(Records)
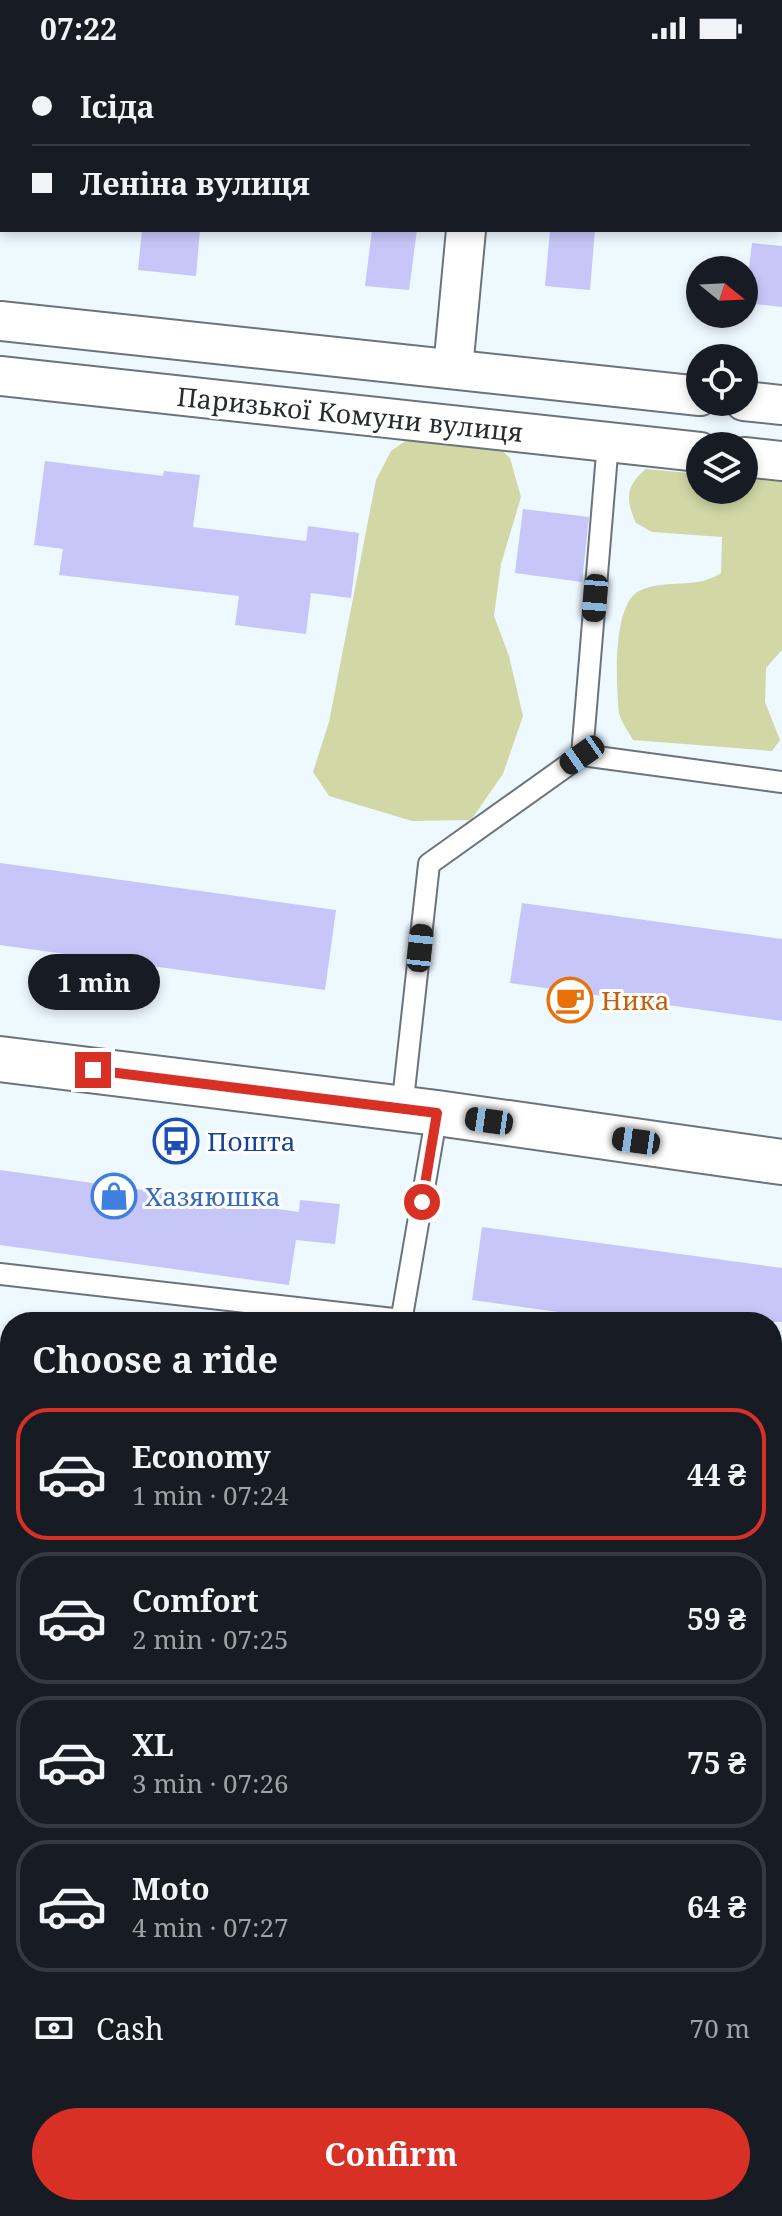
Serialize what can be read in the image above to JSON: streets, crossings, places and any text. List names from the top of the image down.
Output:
{
  "streets": {
    "street": ["Паризької Комуни вулиця"]
  },
  "places": {
    "cafe": ["Ника"],
    "bus stop": ["Пошта"],
    "shop": ["Хазяюшка"]
  },
  "north": "right",
  "page": {
    "status": "07:22",
    "banner": ["Ісіда", "Леніна вулиця"],
    "bubble": "1 min",
    "heading": "Choose a ride",
    "list": [
      {
        "name": "Economy",
        "note": "1 min · 07:24",
        "value": "44 ₴"
      },
      {
        "name": "Comfort",
        "note": "2 min · 07:25",
        "value": "59 ₴"
      },
      {
        "name": "XL",
        "note": "3 min · 07:26",
        "value": "75 ₴"
      },
      {
        "name": "Moto",
        "note": "4 min · 07:27",
        "value": "64 ₴"
      }
    ],
    "pay": ["Cash", "70 m"],
    "buttons": "Confirm"
  }
}
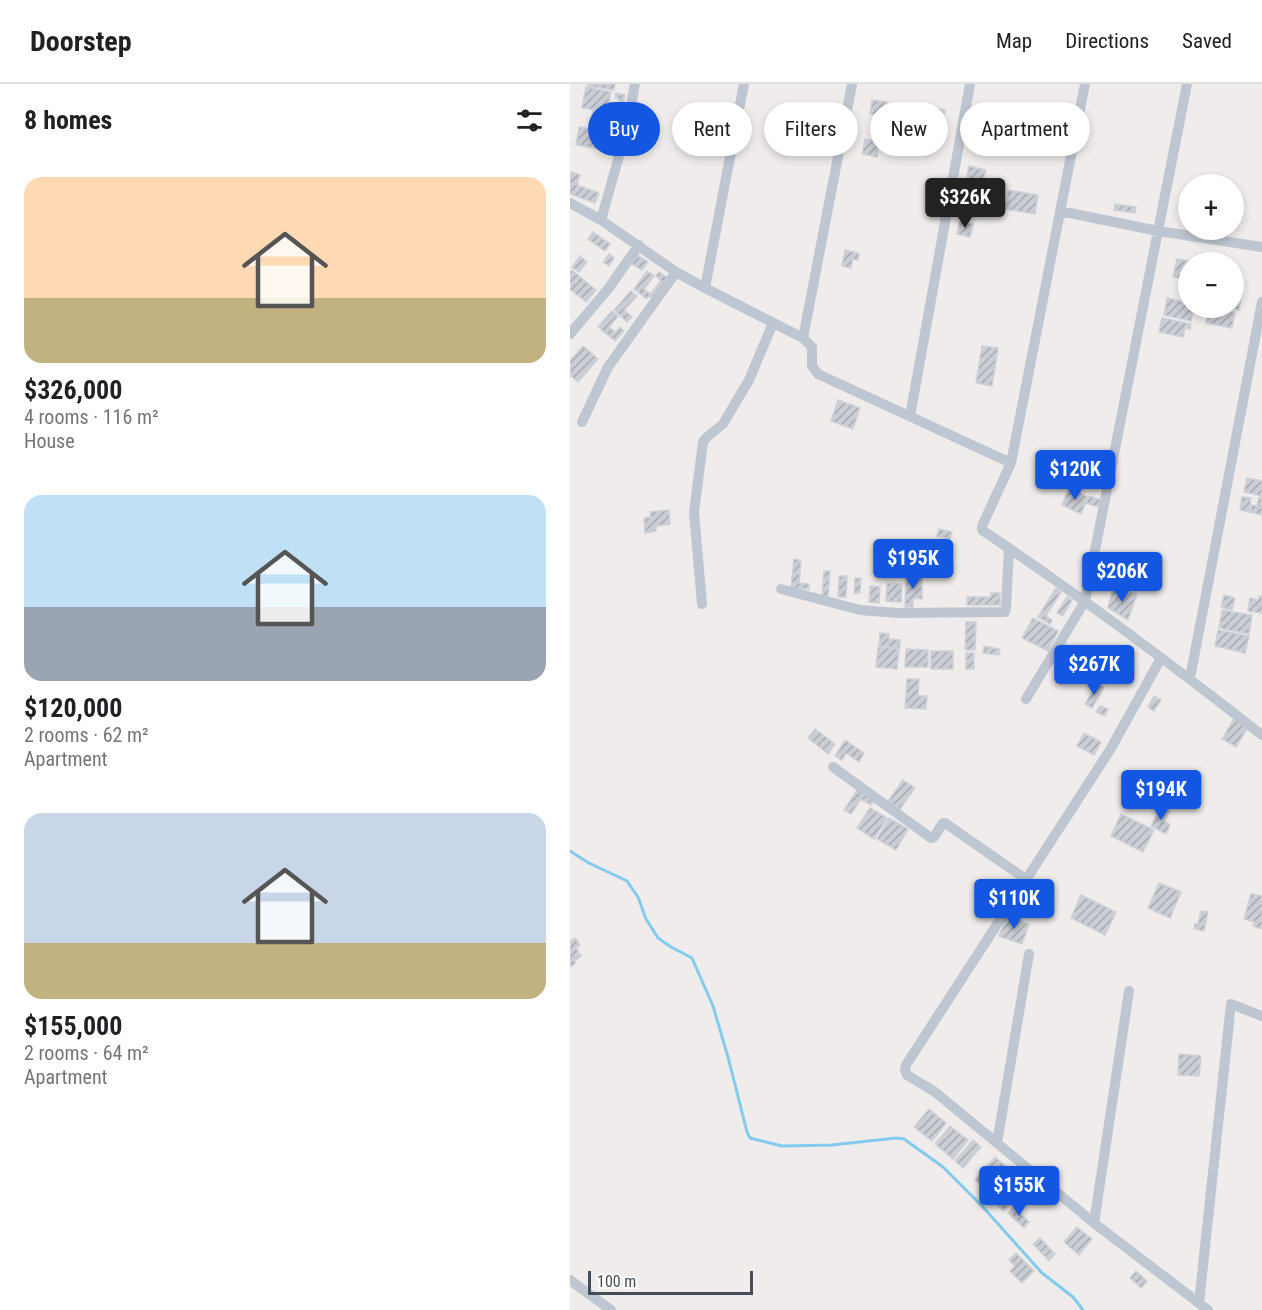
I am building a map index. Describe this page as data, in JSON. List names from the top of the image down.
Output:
{
  "scale_bar": "100 m",
  "page": {
    "header": "Doorstep",
    "nav": ["Map", "Directions", "Saved"],
    "heading": "8 homes",
    "chip": [
      "Buy",
      "Rent",
      "Filters",
      "New",
      "Apartment"
    ],
    "list": [
      {
        "name": "$326,000",
        "note": "4 rooms · 116 m² · House"
      },
      {
        "name": "$120,000",
        "note": "2 rooms · 62 m² · Apartment"
      },
      {
        "name": "$155,000",
        "note": "2 rooms · 64 m² · Apartment"
      }
    ],
    "map_buttons": ["+", "−"],
    "price": [
      "$326K",
      "$120K",
      "$195K",
      "$206K",
      "$267K",
      "$194K",
      "$110K",
      "$155K"
    ],
    "scale": "100 m"
  }
}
(End Records)
## Exercise goal
Show the lines where the word "from" appears in the entries.

## Result below
Serialize what can be read in the image above to JSON: streets, crossings, places and any text. List names from the top of the image down.
I am building a map index. Describe this page as data, in JSON. List names from the top of the image down.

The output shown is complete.